This is the earliest I’ve ever taken a look at a distro in development, openSUSE 13.2 milestone 0.
Installed into VMware Workstation 10.
Amused to see the mixture of 12.3 graphics and 13.1 documentation, but I understand those are minor issues at this point.
Am most interested in finding BTRFS is the default FS, is BTFRS considered sufficiently stable today for likely implementation or is it mainly offered for wide spread testing at this point?
As soon as I saw BTRFS, I started looking up recent information about it…
- Regarding SSD, it looks like various related options are supported which I recognize.

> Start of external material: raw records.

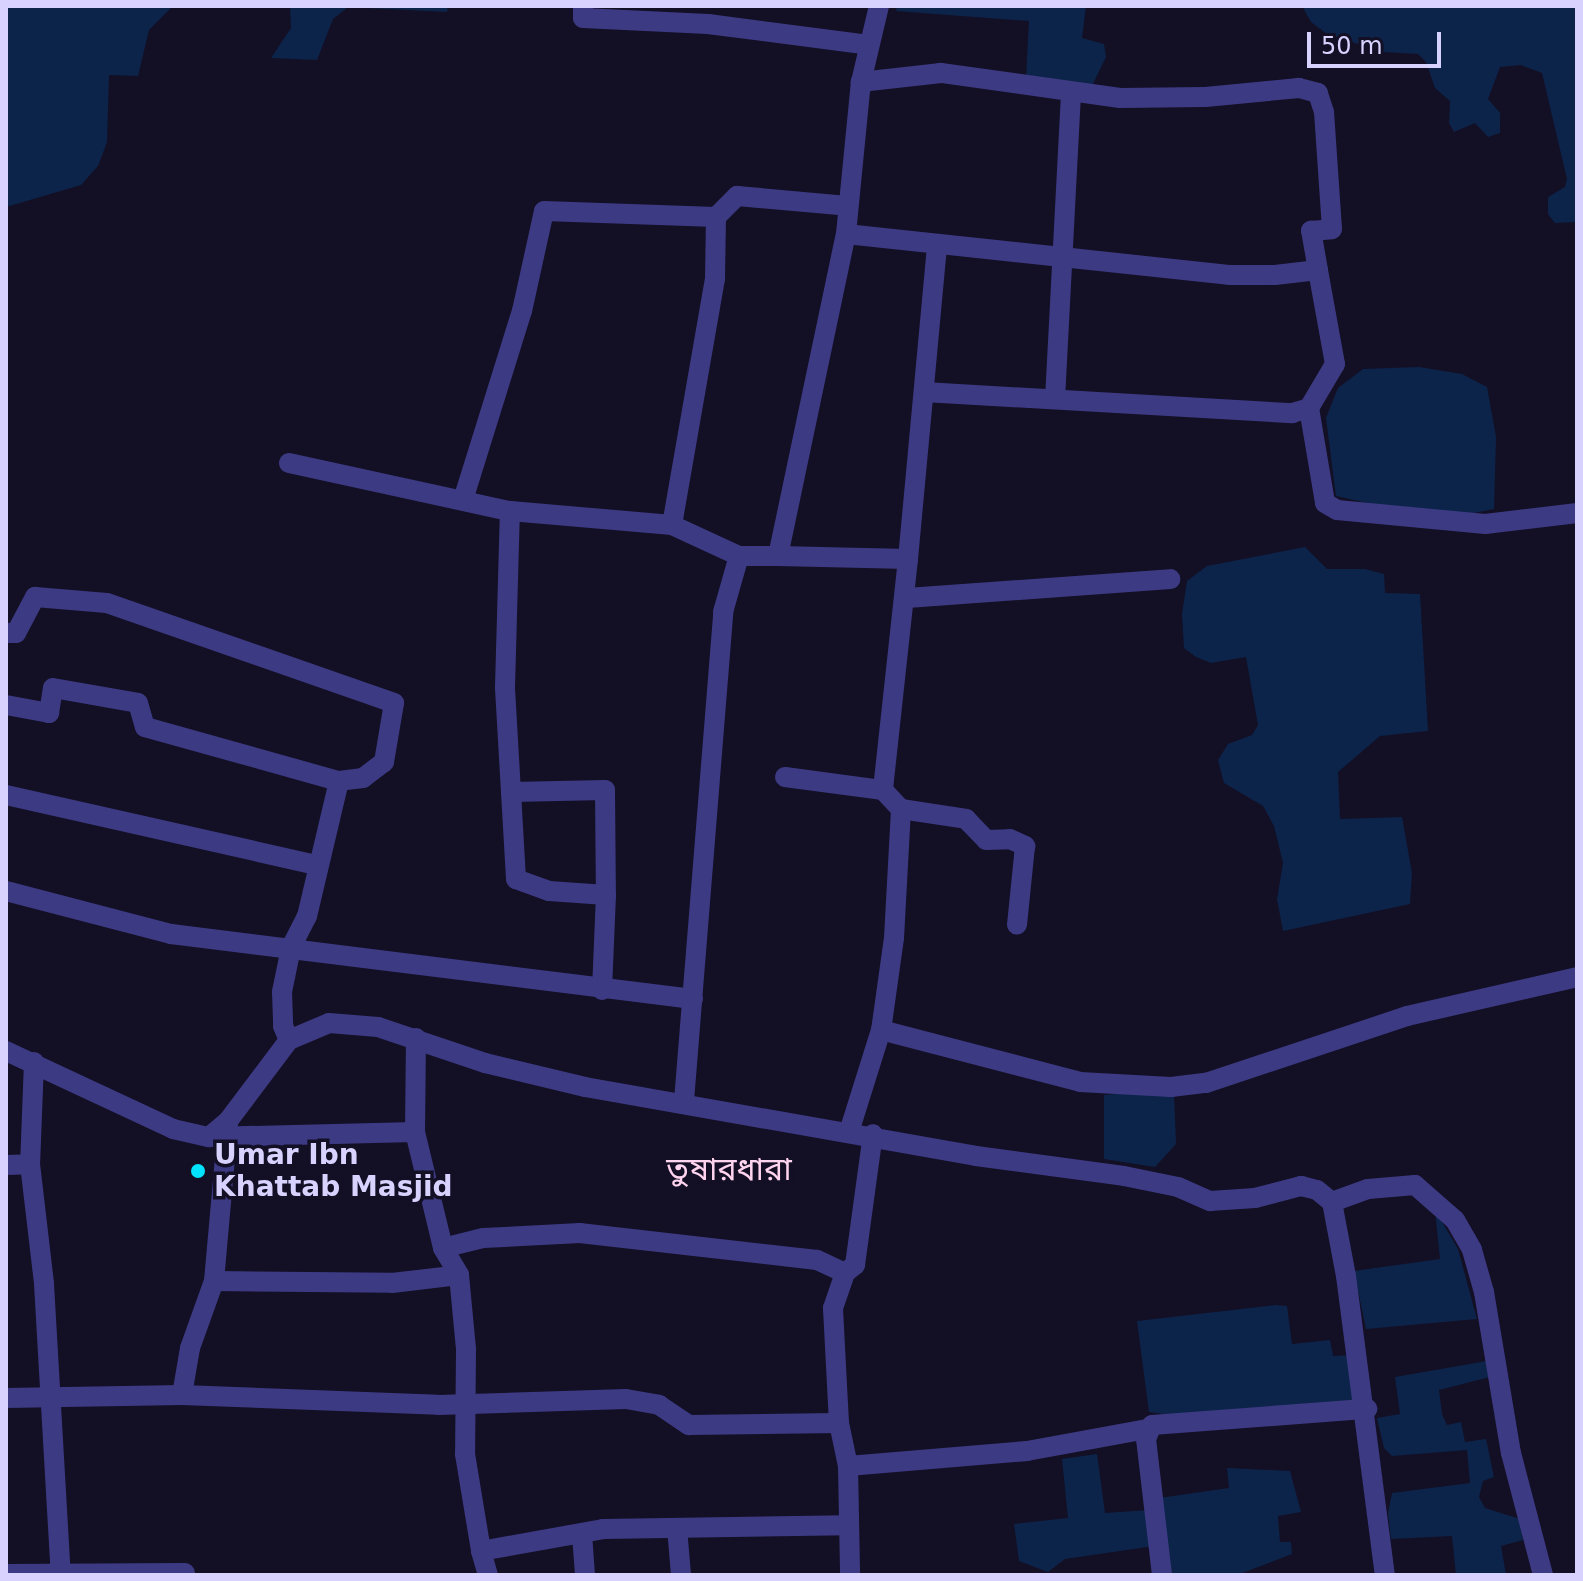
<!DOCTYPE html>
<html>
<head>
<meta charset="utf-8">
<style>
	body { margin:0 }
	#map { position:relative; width:1583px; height:1581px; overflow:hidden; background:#130f25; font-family:"DejaVu Sans","Noto Sans Bengali",sans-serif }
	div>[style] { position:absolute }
	.water>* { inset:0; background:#0d244a }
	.minor>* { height:20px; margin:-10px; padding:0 10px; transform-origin:10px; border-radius:10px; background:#3d3a84 }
	.dots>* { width:22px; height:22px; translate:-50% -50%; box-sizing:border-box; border:4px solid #130f25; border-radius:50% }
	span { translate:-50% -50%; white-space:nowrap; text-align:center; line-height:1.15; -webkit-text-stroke:7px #130f25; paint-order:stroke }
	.poi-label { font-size:28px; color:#d8d2ff; font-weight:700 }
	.left { translate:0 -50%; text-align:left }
	.quarter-label { font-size:32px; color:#ffd4ef }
	.frame { position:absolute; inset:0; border:8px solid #d8d2ff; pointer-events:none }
	.scale { position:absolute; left:1307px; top:32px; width:134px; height:36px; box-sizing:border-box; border:4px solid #d8d2ff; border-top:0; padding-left:10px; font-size:24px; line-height:28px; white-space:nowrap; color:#d8d2ff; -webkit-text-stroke:6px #130f25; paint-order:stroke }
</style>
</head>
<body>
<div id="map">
	<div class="water">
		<div style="clip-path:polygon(6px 6px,173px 6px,149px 30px,138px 76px,109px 75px,107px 142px,98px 166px,81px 185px,6px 207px)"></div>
		<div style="clip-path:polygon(290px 6px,448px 6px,447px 12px,348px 7px,333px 19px,317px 60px,271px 58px,291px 28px)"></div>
		<div style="clip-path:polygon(897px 6px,1086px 6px,1082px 38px,1104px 44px,1106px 57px,1091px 88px,1026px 77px,1029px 21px,896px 11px)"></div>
		<div style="clip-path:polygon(1302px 6px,1577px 6px,1577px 222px,1555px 223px,1548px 214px,1548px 197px,1565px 187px,1567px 179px,1542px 73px,1521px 65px,1500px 67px,1488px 99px,1500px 113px,1500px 133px,1488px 137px,1475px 123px,1454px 132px,1449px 123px,1450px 101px,1435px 88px,1426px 62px,1418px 54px,1383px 52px,1327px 34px,1311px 22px)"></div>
		<div style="clip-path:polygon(1419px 367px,1462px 374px,1487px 387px,1496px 437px,1494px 509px,1469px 514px,1390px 508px,1336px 496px,1326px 418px,1338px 388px,1363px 369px)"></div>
		<div style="clip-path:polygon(1305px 547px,1327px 569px,1365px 569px,1384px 574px,1385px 593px,1420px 594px,1428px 731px,1380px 736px,1338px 772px,1340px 819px,1402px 817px,1412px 873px,1410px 904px,1283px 931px,1277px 899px,1283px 863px,1274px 826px,1263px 806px,1224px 783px,1218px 760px,1228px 744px,1252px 735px,1258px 725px,1246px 657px,1211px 663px,1196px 657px,1184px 648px,1182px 614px,1187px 581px,1207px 566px)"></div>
		<div style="clip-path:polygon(1149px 1091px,1174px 1094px,1176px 1144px,1155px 1167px,1104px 1159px,1104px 1095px)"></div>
		<div style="clip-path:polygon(1435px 1210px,1458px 1249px,1477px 1319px,1366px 1329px,1354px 1271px,1440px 1259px)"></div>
		<div style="clip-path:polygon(1276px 1305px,1287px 1306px,1292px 1344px,1330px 1340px,1333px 1356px,1353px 1355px,1359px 1402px,1177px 1416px,1149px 1412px,1137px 1321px)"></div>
		<div style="clip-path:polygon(1487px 1361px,1490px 1377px,1439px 1390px,1442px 1414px,1447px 1425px,1461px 1422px,1465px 1442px,1486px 1439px,1494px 1477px,1483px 1481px,1479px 1497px,1485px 1508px,1520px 1519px,1523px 1540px,1501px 1546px,1506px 1575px,1456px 1575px,1452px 1536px,1391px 1539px,1388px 1513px,1392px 1493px,1470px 1483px,1467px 1450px,1392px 1456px,1384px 1448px,1377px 1418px,1400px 1414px,1395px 1377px)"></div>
		<div style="clip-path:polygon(1097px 1454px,1105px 1513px,1149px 1510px,1154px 1546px,1065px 1559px,1048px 1572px,1019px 1561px,1014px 1524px,1068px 1518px,1062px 1459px)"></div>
		<div style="clip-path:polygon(1227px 1468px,1290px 1471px,1301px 1512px,1278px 1516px,1280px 1542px,1291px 1542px,1292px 1554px,1237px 1575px,1167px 1575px,1159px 1498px,1229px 1488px)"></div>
	</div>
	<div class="minor">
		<div style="left:583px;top:6px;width:12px;rotate:90deg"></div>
		<div style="left:583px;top:18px;width:125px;rotate:2.7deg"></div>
		<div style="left:708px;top:24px;width:162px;rotate:7.4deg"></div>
		<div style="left:846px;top:234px;width:385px;rotate:6.1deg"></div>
		<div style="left:1229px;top:275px;width:46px"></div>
		<div style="left:1275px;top:275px;width:43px;rotate:-6.6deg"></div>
		<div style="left:1318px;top:270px;width:40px;rotate:-100deg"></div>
		<div style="left:1311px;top:231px;width:21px;rotate:-5deg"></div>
		<div style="left:1332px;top:229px;width:117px;rotate:-93.9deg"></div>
		<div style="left:1324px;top:112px;width:20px;rotate:-108deg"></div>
		<div style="left:1318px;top:93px;width:20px;rotate:-165deg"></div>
		<div style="left:1299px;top:88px;width:94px;rotate:174.5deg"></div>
		<div style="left:1205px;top:97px;width:85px;rotate:179.3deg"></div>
		<div style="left:1120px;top:98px;width:181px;rotate:-172deg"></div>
		<div style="left:941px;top:73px;width:81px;rotate:173.6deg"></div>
		<div style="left:924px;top:392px;width:369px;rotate:3.3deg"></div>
		<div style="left:1292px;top:413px;width:18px;rotate:-16deg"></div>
		<div style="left:1309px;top:408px;width:51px;rotate:-59.4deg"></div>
		<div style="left:1335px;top:364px;width:96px;rotate:-100.3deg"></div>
		<div style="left:1055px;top:399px;width:306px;rotate:-87deg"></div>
		<div style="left:1309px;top:408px;width:96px;rotate:80.4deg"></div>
		<div style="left:1325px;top:503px;width:14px;rotate:30deg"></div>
		<div style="left:1337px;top:510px;width:149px;rotate:5.4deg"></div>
		<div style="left:1485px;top:524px;width:93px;rotate:-6.8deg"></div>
		<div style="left:289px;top:463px;width:226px;rotate:12.3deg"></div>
		<div style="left:463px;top:500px;width:198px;rotate:-72.7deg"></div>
		<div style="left:522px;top:311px;width:102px;rotate:-77.6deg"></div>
		<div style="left:544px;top:211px;width:172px;rotate:2deg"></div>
		<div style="left:739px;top:556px;width:74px;rotate:-155.2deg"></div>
		<div style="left:672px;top:525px;width:250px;rotate:-80.1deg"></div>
		<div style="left:715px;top:279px;width:62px;rotate:-89.1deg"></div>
		<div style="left:716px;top:217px;width:30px;rotate:-45deg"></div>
		<div style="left:737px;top:196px;width:111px;rotate:5.1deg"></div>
		<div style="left:778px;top:556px;width:130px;rotate:1.3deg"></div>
		<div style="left:908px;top:559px;width:232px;rotate:96.2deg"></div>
		<div style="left:883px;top:790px;width:26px;rotate:47deg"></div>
		<div style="left:901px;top:809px;width:129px;rotate:93.1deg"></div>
		<div style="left:894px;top:938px;width:93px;rotate:98deg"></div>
		<div style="left:881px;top:1030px;width:107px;rotate:107.4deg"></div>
		<div style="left:908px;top:559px;width:314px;rotate:-84.7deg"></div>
		<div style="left:907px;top:598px;width:264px;rotate:-4.1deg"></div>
		<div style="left:6px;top:633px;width:10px"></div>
		<div style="left:16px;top:633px;width:41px;rotate:-62.2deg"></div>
		<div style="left:35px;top:597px;width:72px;rotate:4.8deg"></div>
		<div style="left:107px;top:603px;width:304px;rotate:19.2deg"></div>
		<div style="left:394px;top:703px;width:60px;rotate:99.6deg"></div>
		<div style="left:384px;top:762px;width:26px;rotate:143deg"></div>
		<div style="left:363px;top:778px;width:24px;rotate:173deg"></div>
		<div style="left:339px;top:781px;width:139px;rotate:103.3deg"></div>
		<div style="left:307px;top:916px;width:36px;rotate:117deg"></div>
		<div style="left:291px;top:948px;width:45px;rotate:101.6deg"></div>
		<div style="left:282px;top:992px;width:34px;rotate:88deg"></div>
		<div style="left:283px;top:1026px;width:15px;rotate:67deg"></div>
		<div style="left:6px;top:705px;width:44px;rotate:10.5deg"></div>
		<div style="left:49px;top:713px;width:25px;rotate:-81deg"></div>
		<div style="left:53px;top:688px;width:86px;rotate:10deg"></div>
		<div style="left:138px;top:703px;width:25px;rotate:74deg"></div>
		<div style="left:145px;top:727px;width:201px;rotate:15.6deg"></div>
		<div style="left:785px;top:777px;width:99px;rotate:7.6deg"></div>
		<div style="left:511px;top:792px;width:94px;rotate:-1.2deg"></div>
		<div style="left:605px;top:790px;width:105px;rotate:89.5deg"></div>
		<div style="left:6px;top:795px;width:319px;rotate:12.7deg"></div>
		<div style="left:901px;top:809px;width:66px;rotate:8.7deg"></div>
		<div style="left:966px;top:819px;width:29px;rotate:46deg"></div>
		<div style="left:986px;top:840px;width:24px;rotate:-2deg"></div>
		<div style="left:1010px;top:839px;width:17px;rotate:25deg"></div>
		<div style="left:1025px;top:846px;width:79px;rotate:95.8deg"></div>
		<div style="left:6px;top:891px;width:171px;rotate:14.6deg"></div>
		<div style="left:171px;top:934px;width:526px;rotate:7.1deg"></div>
		<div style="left:602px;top:990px;width:95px;rotate:-87.6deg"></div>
		<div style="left:606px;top:895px;width:57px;rotate:-176deg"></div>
		<div style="left:549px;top:891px;width:35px;rotate:-160deg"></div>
		<div style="left:516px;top:879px;width:192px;rotate:-93.3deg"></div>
		<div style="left:505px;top:687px;width:176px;rotate:-88.4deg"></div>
		<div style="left:510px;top:511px;width:163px;rotate:4.9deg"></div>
		<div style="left:881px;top:1030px;width:206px;rotate:14.6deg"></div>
		<div style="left:1080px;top:1082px;width:91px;rotate:3.1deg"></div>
		<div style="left:1171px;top:1087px;width:35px;rotate:-7deg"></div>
		<div style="left:1206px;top:1083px;width:212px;rotate:-18.4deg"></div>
		<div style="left:1407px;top:1016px;width:174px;rotate:-12.9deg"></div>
		<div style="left:6px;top:1051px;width:184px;rotate:25deg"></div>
		<div style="left:173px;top:1129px;width:37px;rotate:13deg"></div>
		<div style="left:209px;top:1137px;width:25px;rotate:-40deg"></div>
		<div style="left:228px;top:1121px;width:101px;rotate:-53deg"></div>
		<div style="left:289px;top:1040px;width:43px;rotate:-23deg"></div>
		<div style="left:329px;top:1023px;width:49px;rotate:4.7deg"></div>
		<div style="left:378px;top:1027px;width:113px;rotate:18.6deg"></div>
		<div style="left:485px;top:1063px;width:103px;rotate:13.5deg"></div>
		<div style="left:585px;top:1087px;width:397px;rotate:10deg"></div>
		<div style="left:976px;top:1156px;width:149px;rotate:7.7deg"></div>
		<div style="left:1124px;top:1176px;width:55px;rotate:11.5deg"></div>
		<div style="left:1178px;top:1187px;width:35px;rotate:24deg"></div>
		<div style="left:1210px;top:1201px;width:45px;rotate:-3.8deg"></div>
		<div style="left:1255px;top:1198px;width:48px;rotate:-14.6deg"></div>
		<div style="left:1301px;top:1186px;width:16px;rotate:14deg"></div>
		<div style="left:1317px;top:1190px;width:19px;rotate:39deg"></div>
		<div style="left:1332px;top:1202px;width:75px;rotate:79.3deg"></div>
		<div style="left:1346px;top:1276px;width:302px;rotate:82.6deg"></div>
		<div style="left:34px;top:1062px;width:102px;rotate:92.2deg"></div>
		<div style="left:30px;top:1164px;width:121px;rotate:83.3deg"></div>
		<div style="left:44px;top:1284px;width:291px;rotate:86.7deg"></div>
		<div style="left:684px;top:1101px;width:491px;rotate:-85.4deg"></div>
		<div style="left:723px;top:612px;width:58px;rotate:-74.1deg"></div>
		<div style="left:739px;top:556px;width:39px"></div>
		<div style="left:778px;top:556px;width:329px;rotate:-78.1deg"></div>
		<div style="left:846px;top:234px;width:153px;rotate:-84.4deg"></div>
		<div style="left:861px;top:82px;width:78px;rotate:-76.7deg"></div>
		<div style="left:415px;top:1132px;width:94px;rotate:-89.4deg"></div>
		<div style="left:209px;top:1137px;width:206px;rotate:-1.4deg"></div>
		<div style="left:415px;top:1132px;width:119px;rotate:76.4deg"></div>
		<div style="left:6px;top:1165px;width:24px;rotate:-2deg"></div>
		<div style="left:1332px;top:1202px;width:38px;rotate:-20deg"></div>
		<div style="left:1368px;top:1189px;width:47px;rotate:-4.9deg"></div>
		<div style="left:1415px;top:1185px;width:53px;rotate:41.2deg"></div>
		<div style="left:1455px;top:1220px;width:34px;rotate:60deg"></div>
		<div style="left:1472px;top:1250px;width:44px;rotate:74.1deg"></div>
		<div style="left:1484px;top:1292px;width:163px;rotate:80.5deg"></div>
		<div style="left:1511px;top:1453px;width:126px;rotate:75.3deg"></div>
		<div style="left:845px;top:1273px;width:31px;rotate:-155deg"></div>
		<div style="left:817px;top:1260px;width:239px;rotate:-173.5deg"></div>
		<div style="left:580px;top:1233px;width:97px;rotate:177deg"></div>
		<div style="left:483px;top:1238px;width:41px;rotate:166deg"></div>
		<div style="left:443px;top:1248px;width:31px;rotate:59deg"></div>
		<div style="left:459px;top:1275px;width:74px;rotate:84.6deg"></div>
		<div style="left:466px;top:1349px;width:105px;rotate:90.5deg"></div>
		<div style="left:465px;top:1454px;width:98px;rotate:80.6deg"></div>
		<div style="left:481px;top:1551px;width:124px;rotate:-10.2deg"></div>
		<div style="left:603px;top:1529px;width:243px;rotate:-0.9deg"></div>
		<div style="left:214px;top:1281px;width:157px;rotate:-84.9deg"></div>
		<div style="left:182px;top:1395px;width:48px;rotate:-80.3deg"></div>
		<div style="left:190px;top:1348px;width:71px;rotate:-70.3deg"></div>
		<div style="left:214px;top:1281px;width:178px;rotate:0.6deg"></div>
		<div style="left:392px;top:1283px;width:67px;rotate:-6.8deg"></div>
		<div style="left:6px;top:1398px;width:176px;rotate:-1deg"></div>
		<div style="left:182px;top:1395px;width:256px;rotate:2.2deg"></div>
		<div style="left:438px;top:1405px;width:188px;rotate:-1.8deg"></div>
		<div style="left:626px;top:1399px;width:34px;rotate:10deg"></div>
		<div style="left:659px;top:1405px;width:36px;rotate:34deg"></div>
		<div style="left:689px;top:1425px;width:150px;rotate:-0.8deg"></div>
		<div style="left:839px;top:1423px;width:115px;rotate:-93deg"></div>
		<div style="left:833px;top:1308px;width:37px;rotate:-71deg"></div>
		<div style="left:845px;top:1273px;width:13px;rotate:-39deg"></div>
		<div style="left:855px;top:1265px;width:132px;rotate:-82.2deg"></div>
		<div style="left:839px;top:1423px;width:44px;rotate:78.2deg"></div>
		<div style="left:848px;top:1466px;width:109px;rotate:88.9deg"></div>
		<div style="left:848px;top:1466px;width:180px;rotate:-4.8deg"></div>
		<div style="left:1027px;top:1451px;width:122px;rotate:-10.4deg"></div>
		<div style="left:677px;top:1528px;width:47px;rotate:85.1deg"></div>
		<div style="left:582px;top:1534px;width:41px;rotate:85.8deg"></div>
		<div style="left:481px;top:1551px;width:25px;rotate:74deg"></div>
		<div style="left:6px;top:1574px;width:179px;rotate:-0.3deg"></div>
		<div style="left:1162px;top:1575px;width:137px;rotate:-96.7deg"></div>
		<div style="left:1146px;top:1439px;width:15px;rotate:-67deg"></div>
		<div style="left:1152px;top:1425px;width:216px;rotate:-4.3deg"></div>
	</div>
	<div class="dots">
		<div style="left:198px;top:1171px;background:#01e2fc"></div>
	</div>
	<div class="poi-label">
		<span class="left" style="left:214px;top:1171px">Umar Ibn<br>Khattab Masjid</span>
	</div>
	<div class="quarter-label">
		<span style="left:729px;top:1169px">তুষারধারা</span>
	</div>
	<div class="frame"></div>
	<div class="scale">50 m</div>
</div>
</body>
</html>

https://wiki.archlinux.org/index.php/Btrfs#Mount_options - No recent benchmarks, but old (<2yrs) articles suggest SSD optimizations cannot overcome the extra overhead BTRFS apparently implements for its other features.
- This article and related comments were posted within only the past couple weeks as of this writing. I hope they will be addressed quickly
http://etbe.coker.com.au/2014/04/26/btrfs-status-april-2014/
Am also curious about implementation of the tmpfs mount points (7 of them! plus the swap and physical disk), they are 999mb each although I only allocated 8GB physical disk and 2GB RAM total to the VM. Assuming those tmpfs partitions are maximum and not fully allocated values (how could they be?) and not knowing why each of those mount points were created, I wonder if fewer mount points might have some benefits? So, for instance on a physical disk drive creating so many partitions causes inefficient use of space and potential out of space issues… I don’t know if that would be true for tmpfs. Similarly, I’d be curious about the reason for creating so many mount points, on a physical drive reasons could include isolation (isolating errors to what is in that partition), controlling fragmentation, minimizing maintenance issues (data on different partitions managed differently).
In fact, the errors and overall scenario described in the article written a few weeks I referenced above might have been controlled by better partitioning.
I’ve also played around a little bit with the ZFS Linux kernel extensions for similar benefits BTFRS provides, ie volumes across multiple devices, RAID volumes, snapshots.